NEW DELHI: The Insolvency and Bankruptcy Board of India (IBBI) has issued guidelines to be followed by the Committee of Creditors, which the aims to facilitate timely resolution and maximise the value of the corporate debtor’s assets.
Experts say that the guidelines provide guidance to the CoC to prudently address issues that often lead to delays and disruptions in the corporate insolvency resolution process (CIRP).
Under the Insolvency and Bankruptcy Code (IBC), the commercial wisdom of the CoC drives the procedures to attain the objective of value maximisation of the distressed assets, noted the regulator. The members of the CoC largely represent financial creditors and most of them are under regulatory oversight of the financial sector regulators other than the IBBI.
For a member of the CoC, the guidelines cover the aspects of–objectivity and integrity; independence and impartiality; professional competence and participation; co-operation, supervision and timeliness; confidentiality; meetings; sharing of information; costs; and meeting of the CoC.
One key provision in the guidelines says that representatives with proper authorization should be nominated to expedite decision-making, maintain objectivity in their decisions, and resolve inter-se disputes amongst lenders through dialogue or non-adversarial means. “If followed diligently, they will enhance transparency, bolster confidence in the system, and significantly reduce delays, which is a primary concern under the law,” said Misha, partner, Shardul Amarchand Mangaldas & Co.
Another responsibility that has been assigned to the CoC under these regulations is to recommend inclusion of belated claims which are termed acceptable by the resolution professional (RP), which is likely to reduce litigation.
Another important aspect is that members of the CoC are required to share audit reports, valuation reports etc. generated by them individually with the RP, which will enhance efficiency in the CIRP, say experts.
These self-regulating guidelines will nurture a culture of transparency, independence, impartiality and professionalism amongst the CoC and will help them and the RP in completing the CIRP in a time-bound manner, said Durgesh Khanapurkar, partner at Desai & Diwanji.
As per IBBI analysis, on an average, the CIRP is taking 679 days to conclude as against the standard timeline of 330 days, which erodes asset value. The recovery rate for creditors stands at 49.2% if the CIRP is concluded within 330 days, which reduces to 36%, if the CIRP process concludes between 330-599 days; and beyond 600 days, the recovery rate stands at mere 26.1%.

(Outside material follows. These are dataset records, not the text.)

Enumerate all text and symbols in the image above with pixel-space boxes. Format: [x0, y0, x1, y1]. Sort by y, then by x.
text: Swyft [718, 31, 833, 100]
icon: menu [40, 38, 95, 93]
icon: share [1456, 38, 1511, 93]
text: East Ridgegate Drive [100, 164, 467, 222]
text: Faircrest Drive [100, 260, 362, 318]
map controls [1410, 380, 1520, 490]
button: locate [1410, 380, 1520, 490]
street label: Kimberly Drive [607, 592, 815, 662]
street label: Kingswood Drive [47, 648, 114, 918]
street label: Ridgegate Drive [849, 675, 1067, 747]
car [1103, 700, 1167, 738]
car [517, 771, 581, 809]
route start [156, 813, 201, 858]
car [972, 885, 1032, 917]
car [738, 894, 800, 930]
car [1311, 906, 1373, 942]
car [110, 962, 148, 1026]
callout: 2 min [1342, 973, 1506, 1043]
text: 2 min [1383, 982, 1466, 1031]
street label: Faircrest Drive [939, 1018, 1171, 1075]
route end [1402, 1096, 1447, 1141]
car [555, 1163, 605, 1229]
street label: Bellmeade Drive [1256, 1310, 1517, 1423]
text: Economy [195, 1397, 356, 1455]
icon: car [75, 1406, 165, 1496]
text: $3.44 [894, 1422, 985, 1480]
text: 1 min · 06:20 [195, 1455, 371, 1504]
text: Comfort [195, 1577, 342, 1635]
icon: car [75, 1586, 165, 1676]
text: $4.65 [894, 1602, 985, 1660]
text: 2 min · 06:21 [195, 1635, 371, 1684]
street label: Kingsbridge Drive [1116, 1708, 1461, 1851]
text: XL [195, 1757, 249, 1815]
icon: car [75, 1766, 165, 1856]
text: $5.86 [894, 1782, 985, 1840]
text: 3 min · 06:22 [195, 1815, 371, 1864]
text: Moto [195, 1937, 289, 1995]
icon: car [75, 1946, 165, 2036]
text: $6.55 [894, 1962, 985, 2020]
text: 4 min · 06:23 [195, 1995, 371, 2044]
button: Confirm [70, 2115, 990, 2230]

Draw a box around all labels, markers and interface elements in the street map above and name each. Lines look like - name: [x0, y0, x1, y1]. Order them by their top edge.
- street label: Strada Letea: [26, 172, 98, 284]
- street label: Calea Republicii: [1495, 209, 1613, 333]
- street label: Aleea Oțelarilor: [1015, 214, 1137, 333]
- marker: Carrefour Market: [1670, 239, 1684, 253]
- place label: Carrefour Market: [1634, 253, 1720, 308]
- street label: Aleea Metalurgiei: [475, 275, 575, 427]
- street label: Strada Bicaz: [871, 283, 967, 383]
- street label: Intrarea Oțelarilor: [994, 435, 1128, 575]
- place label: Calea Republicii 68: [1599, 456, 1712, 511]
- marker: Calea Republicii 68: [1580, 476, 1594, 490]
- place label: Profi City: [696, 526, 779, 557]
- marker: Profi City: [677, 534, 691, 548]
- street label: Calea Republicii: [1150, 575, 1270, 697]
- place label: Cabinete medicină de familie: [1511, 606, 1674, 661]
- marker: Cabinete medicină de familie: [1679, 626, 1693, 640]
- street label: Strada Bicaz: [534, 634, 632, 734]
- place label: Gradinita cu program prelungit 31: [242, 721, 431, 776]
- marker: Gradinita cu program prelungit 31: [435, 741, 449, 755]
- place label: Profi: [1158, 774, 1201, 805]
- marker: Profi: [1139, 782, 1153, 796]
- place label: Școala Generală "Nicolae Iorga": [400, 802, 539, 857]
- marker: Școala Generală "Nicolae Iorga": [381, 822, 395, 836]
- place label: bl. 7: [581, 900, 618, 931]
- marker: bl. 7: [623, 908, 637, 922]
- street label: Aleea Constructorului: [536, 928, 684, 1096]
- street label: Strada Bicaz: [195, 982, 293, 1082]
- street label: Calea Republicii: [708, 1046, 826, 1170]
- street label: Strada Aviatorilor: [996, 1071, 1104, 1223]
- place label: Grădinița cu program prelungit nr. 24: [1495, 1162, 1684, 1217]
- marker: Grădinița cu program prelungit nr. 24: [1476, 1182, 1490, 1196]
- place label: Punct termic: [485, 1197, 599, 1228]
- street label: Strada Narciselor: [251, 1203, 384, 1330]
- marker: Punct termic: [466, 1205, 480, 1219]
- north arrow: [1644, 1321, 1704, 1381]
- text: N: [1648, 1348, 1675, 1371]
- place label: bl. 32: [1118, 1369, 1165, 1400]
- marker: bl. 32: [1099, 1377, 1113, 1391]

Experts say that instances of inefficiency and inappropriate conduct by the CoC members has been a concern for a while. At times these behaviours stem from the fact that there is inherent lack of organisational flexibility and/or over-zealous scrutiny of every commercial decision taken by bankers. Hence, members either don’t take timely decisions or if they do, these are not objective commercial decisions, noted Misha.
Creditors, majorly being the financial institutions are expected to run the sick industrial unit with commercial dexterity. The creditors though lack inherent agility but when supplemented with competent authority and professional mandates for sharing and accessing information/active monitoring of meetings etc., then the procedural buds would be nibbed, said Anjali Jain, partner, Areness. “It is noteworthy that all such procedural buds have been effectively taken care of in the guidelines,” she added.